サラリーマンや公務員だった人が亡くなった場合
死亡を理由に支給される年金には、『遺族基礎年金』や『遺族厚生年金』だけではありません。
国民年金や厚生年金のほかに共済年金があります。
共済年金が支給される対象の人は、国家公務員や地方公務員、私立学校の先生や職員の方々で、共済組合から『遺族共済年金』が支払われることとなります。
それではこういう人はどの年金をもらうことができるのでしょうか?
例@
太郎さんは公務員として勤めていた時に障害を負ってしまい、その後、公務員を退職して民間の会社で働き始めました。現在は、障害共済年金を受給しながら、厚生年金に加入しています。
もし仮に、太郎さんが亡くなった場合、共済組合からは遺族共済年金が支給され、さらに厚生年金からも遺族厚生年金が支給されます。太郎さんは、死亡を理由に、2つの制度から年金が支給されることとなるのです。そこで遺族は、2つの制度の年金、共済年金か厚生年金のどちらか1方を選択することになります。

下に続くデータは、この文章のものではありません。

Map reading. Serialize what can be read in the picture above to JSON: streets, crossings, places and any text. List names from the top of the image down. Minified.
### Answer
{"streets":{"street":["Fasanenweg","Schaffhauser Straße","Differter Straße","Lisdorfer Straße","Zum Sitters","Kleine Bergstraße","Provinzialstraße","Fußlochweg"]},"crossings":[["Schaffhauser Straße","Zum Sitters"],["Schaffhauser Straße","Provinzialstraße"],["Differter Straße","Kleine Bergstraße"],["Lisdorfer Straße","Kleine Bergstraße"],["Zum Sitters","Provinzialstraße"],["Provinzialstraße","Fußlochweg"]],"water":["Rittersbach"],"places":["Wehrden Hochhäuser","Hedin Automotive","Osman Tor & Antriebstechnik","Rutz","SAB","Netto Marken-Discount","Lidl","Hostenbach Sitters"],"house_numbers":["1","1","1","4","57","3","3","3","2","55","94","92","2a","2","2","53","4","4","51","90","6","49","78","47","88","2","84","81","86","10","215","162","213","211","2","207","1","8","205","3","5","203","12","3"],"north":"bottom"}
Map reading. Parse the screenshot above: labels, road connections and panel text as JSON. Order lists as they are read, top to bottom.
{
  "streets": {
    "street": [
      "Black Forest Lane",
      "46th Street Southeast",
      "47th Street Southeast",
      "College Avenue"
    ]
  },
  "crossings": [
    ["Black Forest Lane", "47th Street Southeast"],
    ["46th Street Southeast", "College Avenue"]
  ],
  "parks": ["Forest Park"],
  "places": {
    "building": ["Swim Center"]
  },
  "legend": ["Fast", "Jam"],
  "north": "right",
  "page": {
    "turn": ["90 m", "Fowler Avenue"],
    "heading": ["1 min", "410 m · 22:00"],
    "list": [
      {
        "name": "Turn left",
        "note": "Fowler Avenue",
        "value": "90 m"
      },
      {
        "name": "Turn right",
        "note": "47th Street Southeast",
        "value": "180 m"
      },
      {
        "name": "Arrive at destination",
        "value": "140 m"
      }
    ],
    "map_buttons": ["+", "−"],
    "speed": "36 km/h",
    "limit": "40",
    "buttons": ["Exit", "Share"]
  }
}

しかし、場合によっては、共済組合と厚生年金の両方から年金が支給されることもあります。
例A
次郎さんは現在、老齢厚生年金をもらっています。さらに退職共済年金ももらっています。そこで次郎さんが亡くなったとします。
共済組合からは遺族共済年金が支給され、厚生年金からは遺族厚生年金が支給されます。ただし、遺族は遺族厚生年金と遺族共済年金をそれぞれ加入期間分合わせて受給することができます。
次郎さんは、15年間会社員として働き、10年間は公務員として働いていたとします。次郎さんは25年間もの間国民年金に加入しているので、老齢厚生年金や退職共済年金を受給するための権利を満たしていました。よって、ともに『長期要件』に該当していたのです。
ですから、次郎さんの遺族は15年間分の遺族厚生年金と、10年間分の遺族共済年金がもらえるということなのです。